Cueva de las pesadillas

Cueva de las pesadillas

PEDRO GIL ITURBIDES
Si el Gobierno Dominicano se distinguiera por su interés conservacionista, se justificaba la campaña contra la Fundación Cueva de las Maravillas. Pero con el alcázar de Engombe destruido, las cuevas del Pomier en franco deterioro, los petroglifos de La Descubierta descuidados y muchos museos

perdidos, es inexplicable la intempestiva operación que se emprendió.

Escribo por un impulso de conciencia, pues al desestimar los concesionarios el contrato se aduce la irreversibilidad de este pedido. Pienso que esos concesionarios pudieron ser llamados, pues casi todos son personas decentes con las que puede dialogarse. Y pienso también que aquello de que la cesión no cumplió aspectos previstos por la Constitución pudo completarse ante la incapacidad de quienes efectuaron la cesión.

Pienso en la infraestructura de estilo republicano y victoriano que se pierde en Puerto Plata. La que abandonada y sin suerte fuera incendiada en Montecristi, junto a la que existente, cae a pedazos en aquella ciudad.

Pienso en el olvido en que tenemos a los bubíes de los cayos montecristeños y en las ruinas de los manglares.

Pienso en la pérdidas de documentos importantes para la historia de la República en el Archivo General de la Nación. O pienso en los casi nueve años que tiene este edificio en proceso de reconstrucción y ampliación.

Pienso en la destrucción de construcciones art deco en el Gascue de Santo Domingo, bajo el imperio del modernismo, pese a las leyes que pretendían proteger esas estructuras. Pienso en el alcázar del conquistador Juan Ponce de León, muchos de cuyos muebles, réplicas de su época, desaparecieron en un abrir y cerrar de ojos. Pienso en el abandono de hoteles como el Montaña o el Nueva Suiza que podrían estar sirviendo a los viajeros.

Pienso en el deprimente estado de las instalaciones de La Barranquita en Santiago de los Caballeros, en tiempos de reclamos de infraestructura deportiva. Y en muchas otras obras a las que potenciales usuarios ni gobiernos cuidan, porque el mayor cuidado se tuvo en el pedido de las mismas y las comisiones concedidas.

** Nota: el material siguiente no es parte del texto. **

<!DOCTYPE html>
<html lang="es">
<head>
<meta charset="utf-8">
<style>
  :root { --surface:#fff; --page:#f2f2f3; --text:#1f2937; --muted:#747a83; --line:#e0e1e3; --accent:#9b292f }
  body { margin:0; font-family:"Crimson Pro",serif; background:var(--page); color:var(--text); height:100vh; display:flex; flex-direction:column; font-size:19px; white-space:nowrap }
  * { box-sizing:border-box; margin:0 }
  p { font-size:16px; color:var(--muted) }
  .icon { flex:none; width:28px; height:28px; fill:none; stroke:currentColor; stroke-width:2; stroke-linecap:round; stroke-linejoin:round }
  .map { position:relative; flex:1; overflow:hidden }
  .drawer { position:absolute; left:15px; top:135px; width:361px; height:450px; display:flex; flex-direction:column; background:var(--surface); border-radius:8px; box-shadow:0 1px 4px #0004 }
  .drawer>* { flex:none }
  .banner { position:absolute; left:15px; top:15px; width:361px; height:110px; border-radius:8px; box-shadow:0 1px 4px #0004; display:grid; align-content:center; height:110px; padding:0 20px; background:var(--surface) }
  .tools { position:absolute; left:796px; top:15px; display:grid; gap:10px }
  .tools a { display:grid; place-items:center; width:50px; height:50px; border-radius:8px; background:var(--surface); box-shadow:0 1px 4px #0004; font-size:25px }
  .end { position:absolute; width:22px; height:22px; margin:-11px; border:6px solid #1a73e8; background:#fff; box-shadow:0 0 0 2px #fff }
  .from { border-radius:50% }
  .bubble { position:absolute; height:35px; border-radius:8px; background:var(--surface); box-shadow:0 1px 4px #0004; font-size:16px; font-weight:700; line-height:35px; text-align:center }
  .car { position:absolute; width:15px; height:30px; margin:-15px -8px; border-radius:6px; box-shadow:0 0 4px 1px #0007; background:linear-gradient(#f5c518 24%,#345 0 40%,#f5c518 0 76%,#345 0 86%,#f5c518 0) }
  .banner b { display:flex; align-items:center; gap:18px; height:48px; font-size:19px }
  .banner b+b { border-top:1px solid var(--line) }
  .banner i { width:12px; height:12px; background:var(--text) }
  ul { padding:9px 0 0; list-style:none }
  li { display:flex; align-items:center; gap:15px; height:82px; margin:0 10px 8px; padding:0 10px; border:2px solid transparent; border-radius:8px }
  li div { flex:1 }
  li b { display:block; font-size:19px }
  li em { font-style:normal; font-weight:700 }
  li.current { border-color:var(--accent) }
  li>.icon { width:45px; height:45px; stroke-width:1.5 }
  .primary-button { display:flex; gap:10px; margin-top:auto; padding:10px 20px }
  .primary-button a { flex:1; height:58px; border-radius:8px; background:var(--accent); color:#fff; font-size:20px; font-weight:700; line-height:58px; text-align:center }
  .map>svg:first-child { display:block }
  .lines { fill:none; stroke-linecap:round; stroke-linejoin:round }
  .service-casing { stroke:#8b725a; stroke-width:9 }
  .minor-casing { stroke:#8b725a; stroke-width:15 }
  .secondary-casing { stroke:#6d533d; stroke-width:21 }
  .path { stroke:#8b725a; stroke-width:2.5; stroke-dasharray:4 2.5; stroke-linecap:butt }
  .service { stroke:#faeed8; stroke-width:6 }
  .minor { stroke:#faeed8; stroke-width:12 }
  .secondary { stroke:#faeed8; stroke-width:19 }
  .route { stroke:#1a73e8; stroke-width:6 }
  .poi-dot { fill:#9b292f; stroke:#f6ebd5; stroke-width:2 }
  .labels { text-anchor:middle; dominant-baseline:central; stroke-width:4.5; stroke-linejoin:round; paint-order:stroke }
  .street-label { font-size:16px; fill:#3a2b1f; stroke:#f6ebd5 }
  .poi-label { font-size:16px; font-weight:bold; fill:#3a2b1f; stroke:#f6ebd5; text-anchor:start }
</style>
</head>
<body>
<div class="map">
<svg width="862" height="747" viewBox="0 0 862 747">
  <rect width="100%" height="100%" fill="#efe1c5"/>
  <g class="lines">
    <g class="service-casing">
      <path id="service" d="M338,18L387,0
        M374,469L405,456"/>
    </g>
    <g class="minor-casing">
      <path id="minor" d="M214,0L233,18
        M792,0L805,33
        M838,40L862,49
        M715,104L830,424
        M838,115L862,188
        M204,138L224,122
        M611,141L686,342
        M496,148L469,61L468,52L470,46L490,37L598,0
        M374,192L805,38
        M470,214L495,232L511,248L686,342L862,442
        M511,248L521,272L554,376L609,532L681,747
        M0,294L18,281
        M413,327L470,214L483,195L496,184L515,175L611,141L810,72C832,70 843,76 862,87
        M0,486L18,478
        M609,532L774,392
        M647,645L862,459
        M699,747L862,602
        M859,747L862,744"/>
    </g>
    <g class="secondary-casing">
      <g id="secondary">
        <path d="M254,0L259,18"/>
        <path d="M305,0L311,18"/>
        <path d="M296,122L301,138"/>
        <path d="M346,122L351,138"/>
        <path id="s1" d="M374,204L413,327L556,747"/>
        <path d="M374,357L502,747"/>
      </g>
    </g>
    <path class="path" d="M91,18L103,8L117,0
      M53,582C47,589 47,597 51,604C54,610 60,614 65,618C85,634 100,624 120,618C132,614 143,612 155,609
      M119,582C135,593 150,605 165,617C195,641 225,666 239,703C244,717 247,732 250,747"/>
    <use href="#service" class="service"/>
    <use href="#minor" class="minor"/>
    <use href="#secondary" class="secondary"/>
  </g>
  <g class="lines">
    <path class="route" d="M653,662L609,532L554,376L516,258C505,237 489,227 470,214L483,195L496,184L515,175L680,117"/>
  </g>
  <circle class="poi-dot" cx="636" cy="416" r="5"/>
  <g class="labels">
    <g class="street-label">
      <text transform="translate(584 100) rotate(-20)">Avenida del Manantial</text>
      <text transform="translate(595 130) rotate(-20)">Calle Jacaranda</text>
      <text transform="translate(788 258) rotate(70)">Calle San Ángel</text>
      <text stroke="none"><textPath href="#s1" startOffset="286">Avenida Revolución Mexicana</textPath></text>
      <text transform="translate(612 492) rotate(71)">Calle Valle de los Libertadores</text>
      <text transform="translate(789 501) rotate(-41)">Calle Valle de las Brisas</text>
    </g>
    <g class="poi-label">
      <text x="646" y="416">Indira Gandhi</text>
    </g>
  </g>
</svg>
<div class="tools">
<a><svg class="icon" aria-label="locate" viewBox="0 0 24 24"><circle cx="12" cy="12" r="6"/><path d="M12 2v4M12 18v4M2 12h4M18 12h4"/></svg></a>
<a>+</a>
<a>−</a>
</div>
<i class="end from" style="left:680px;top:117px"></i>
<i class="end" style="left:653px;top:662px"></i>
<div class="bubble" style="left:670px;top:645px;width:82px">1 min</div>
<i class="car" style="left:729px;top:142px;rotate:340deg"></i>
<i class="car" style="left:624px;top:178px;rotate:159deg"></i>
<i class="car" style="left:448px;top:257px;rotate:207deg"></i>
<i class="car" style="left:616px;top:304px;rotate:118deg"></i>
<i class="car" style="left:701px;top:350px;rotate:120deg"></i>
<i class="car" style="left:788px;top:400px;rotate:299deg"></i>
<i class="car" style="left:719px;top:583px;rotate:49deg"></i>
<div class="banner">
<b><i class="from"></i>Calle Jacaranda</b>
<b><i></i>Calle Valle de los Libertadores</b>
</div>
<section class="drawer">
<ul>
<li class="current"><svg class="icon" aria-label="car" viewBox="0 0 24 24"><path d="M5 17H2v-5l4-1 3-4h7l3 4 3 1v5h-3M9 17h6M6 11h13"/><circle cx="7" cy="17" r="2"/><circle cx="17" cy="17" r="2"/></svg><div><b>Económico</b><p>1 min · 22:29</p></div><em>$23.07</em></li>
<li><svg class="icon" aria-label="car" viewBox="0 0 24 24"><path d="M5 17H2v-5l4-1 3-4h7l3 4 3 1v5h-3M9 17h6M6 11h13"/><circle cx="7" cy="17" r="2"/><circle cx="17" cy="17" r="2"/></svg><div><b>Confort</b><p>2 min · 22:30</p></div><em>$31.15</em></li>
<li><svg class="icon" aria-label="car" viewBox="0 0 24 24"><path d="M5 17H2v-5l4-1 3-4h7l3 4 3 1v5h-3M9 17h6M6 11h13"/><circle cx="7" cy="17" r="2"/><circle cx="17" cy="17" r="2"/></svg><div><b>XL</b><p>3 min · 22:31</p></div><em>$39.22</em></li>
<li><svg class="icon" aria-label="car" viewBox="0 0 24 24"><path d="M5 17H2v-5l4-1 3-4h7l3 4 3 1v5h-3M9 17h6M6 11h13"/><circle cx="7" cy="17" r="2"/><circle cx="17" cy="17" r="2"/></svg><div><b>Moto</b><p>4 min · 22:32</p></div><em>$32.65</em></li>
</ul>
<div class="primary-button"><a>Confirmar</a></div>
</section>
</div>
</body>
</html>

Pienso en los museos con exhibiciones deterioradas y en instalaciones concebidas para estar dotadas de aire acondicionado sin que éstos se encuentren funcionando.

Pienso en la incompetencia para rescatar las ruinas de Jacagua o las de La Vega Vieja, dejando que se pierdan los vestigios porque hay asuntos más importantes. Pienso en las carreteras afectadas por las lluvias de fines del pasado año, cuya reconstrucción tarda y se pospone en una suma interminable de pretextos. Pienso en el aeropuerto internacional La Isabela Joaquín Balaguer que se erigió contra la opinión de entendidos y que no acaba de ponerse a funcionar.

Pienso en el irreductible afán que nos domina de afectar al prójimo en vez de prohijar entendimientos. Pienso en el secular empeño de ver en todo cuanto se hizo ayer un entresijo de maldades, en vez de valorar las conveniencias y bondades que dejaremos atrás con nuestras conductas e irreverencias. Pienso en nuestra inveterada estulticia, en nuestros rencores y en nuestros odios. Pienso en la propensión casi atávica que nos induce al retroceso en vez asumir conductas que nos lleven al progreso.

Pienso, en pocas palabras, en el perro del hortelano. Con sus acciones logró que, al menos para quienes pretendían preservarlas y no más, las cuevas trocaran sus maravillas en pesadillas.